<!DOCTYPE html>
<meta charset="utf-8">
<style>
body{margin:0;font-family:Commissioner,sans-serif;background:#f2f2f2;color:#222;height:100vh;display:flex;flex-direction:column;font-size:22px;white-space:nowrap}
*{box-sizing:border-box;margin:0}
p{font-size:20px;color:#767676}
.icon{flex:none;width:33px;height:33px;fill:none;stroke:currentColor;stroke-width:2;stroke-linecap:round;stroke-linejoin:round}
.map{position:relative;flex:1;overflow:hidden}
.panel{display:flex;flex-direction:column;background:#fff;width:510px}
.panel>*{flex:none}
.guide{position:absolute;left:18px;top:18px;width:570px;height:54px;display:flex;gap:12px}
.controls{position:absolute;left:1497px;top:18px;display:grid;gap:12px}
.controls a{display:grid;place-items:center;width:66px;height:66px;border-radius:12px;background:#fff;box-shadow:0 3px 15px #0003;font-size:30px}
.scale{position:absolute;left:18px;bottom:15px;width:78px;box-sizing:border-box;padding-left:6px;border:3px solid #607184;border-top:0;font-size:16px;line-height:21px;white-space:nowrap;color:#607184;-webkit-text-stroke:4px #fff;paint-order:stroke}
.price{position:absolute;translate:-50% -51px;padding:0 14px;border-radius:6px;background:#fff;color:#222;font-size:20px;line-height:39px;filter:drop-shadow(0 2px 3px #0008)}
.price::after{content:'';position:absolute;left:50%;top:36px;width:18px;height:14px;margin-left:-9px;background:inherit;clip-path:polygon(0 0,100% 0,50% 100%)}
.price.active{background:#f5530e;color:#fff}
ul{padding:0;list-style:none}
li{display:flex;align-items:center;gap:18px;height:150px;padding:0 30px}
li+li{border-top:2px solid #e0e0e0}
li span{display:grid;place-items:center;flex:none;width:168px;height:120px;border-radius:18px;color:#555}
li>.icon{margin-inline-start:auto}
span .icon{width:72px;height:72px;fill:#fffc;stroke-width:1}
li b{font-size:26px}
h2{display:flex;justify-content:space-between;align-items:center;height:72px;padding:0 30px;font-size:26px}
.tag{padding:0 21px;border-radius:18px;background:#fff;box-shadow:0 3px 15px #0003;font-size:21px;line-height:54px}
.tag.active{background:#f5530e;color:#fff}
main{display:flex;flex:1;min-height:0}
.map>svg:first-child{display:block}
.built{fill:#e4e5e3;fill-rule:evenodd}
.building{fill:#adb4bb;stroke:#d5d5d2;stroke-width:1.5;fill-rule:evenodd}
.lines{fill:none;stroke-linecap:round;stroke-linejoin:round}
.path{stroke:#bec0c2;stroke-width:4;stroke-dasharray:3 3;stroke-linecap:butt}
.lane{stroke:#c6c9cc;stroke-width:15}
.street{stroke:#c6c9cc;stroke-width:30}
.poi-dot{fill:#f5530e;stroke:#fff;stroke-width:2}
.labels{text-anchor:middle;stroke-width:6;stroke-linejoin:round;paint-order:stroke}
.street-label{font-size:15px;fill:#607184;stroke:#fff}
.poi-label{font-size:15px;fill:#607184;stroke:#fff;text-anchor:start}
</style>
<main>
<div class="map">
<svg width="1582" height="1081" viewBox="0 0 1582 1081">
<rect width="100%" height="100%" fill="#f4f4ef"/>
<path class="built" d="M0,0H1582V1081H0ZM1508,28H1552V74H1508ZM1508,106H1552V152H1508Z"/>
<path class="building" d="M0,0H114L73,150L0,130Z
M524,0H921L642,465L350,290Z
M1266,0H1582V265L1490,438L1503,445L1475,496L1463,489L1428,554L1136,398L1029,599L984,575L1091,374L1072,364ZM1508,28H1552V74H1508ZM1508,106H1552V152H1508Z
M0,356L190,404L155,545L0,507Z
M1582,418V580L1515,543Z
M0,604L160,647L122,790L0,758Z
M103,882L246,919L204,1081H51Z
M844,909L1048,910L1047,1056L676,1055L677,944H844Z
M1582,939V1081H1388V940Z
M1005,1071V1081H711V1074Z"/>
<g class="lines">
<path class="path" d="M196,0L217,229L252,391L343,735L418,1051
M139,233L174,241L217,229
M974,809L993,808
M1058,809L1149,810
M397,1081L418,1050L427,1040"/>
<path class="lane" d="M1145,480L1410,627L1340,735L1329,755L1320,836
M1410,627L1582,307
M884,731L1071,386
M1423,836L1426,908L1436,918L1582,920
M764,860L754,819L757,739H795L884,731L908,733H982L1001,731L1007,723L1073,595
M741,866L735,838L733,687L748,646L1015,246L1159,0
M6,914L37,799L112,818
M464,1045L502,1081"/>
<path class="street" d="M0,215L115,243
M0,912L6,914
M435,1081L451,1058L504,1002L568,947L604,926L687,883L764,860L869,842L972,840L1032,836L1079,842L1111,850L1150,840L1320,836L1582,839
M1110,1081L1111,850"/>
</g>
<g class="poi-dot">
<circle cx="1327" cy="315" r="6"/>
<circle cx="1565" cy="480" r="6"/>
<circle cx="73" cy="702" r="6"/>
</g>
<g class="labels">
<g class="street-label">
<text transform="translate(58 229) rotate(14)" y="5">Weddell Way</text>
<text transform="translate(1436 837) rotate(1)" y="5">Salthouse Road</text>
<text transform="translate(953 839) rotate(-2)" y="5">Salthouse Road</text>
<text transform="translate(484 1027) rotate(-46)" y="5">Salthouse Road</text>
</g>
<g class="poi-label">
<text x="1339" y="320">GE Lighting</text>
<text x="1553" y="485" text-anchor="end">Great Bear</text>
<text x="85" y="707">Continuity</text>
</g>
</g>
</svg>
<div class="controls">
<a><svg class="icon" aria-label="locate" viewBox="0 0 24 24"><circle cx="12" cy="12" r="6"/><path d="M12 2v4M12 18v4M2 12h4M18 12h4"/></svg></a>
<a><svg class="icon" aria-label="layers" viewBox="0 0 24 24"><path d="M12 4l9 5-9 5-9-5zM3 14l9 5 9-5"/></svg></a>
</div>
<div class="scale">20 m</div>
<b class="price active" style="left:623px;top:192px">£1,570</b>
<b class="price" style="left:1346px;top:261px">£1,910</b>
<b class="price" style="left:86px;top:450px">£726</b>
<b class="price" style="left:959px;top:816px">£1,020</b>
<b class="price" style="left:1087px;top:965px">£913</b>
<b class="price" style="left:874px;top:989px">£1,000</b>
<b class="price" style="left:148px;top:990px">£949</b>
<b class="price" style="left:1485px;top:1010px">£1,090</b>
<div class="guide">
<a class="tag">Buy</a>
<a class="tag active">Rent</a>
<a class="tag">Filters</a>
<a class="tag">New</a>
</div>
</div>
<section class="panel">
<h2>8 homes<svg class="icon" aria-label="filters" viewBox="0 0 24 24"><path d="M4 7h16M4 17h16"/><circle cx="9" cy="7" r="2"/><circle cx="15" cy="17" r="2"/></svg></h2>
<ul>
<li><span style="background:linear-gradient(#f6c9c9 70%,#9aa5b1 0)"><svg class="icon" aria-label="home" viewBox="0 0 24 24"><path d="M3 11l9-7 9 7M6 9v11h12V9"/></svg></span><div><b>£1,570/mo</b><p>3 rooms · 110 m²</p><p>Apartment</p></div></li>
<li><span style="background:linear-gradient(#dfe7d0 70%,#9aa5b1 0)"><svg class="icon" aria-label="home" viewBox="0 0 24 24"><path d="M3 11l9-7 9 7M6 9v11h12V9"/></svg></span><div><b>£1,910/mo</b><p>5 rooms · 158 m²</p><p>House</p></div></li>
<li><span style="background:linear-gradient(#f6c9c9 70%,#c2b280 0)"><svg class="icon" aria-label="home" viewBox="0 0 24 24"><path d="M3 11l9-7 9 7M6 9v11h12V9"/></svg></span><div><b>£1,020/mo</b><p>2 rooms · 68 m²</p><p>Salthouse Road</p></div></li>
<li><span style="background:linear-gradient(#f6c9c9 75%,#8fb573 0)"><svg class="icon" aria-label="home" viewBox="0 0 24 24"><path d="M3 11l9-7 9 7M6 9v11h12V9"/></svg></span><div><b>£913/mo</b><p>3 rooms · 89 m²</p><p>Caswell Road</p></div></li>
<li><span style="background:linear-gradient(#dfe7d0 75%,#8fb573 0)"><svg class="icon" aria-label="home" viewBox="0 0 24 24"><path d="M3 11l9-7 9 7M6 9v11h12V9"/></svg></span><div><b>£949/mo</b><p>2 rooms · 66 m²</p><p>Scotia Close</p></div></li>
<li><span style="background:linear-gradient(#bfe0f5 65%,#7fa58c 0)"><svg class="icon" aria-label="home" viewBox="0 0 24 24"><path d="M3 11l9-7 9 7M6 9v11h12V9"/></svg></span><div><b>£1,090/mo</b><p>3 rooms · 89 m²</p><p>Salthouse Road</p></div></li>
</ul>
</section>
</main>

══════════

» Try it
All lines from the listing above that include "scale" should be shown.

» Response box
.scale{position:absolute;left:18px;bottom:15px;width:78px;box-sizing:border-box;padding-left:6px;border:3px solid #607184;border-top:0;font-size:16px;line-height:21px;white-space:nowrap;color:#607184;-webkit-text-stroke:4px #fff;paint-order:stroke}
<div class="scale">20 m</div>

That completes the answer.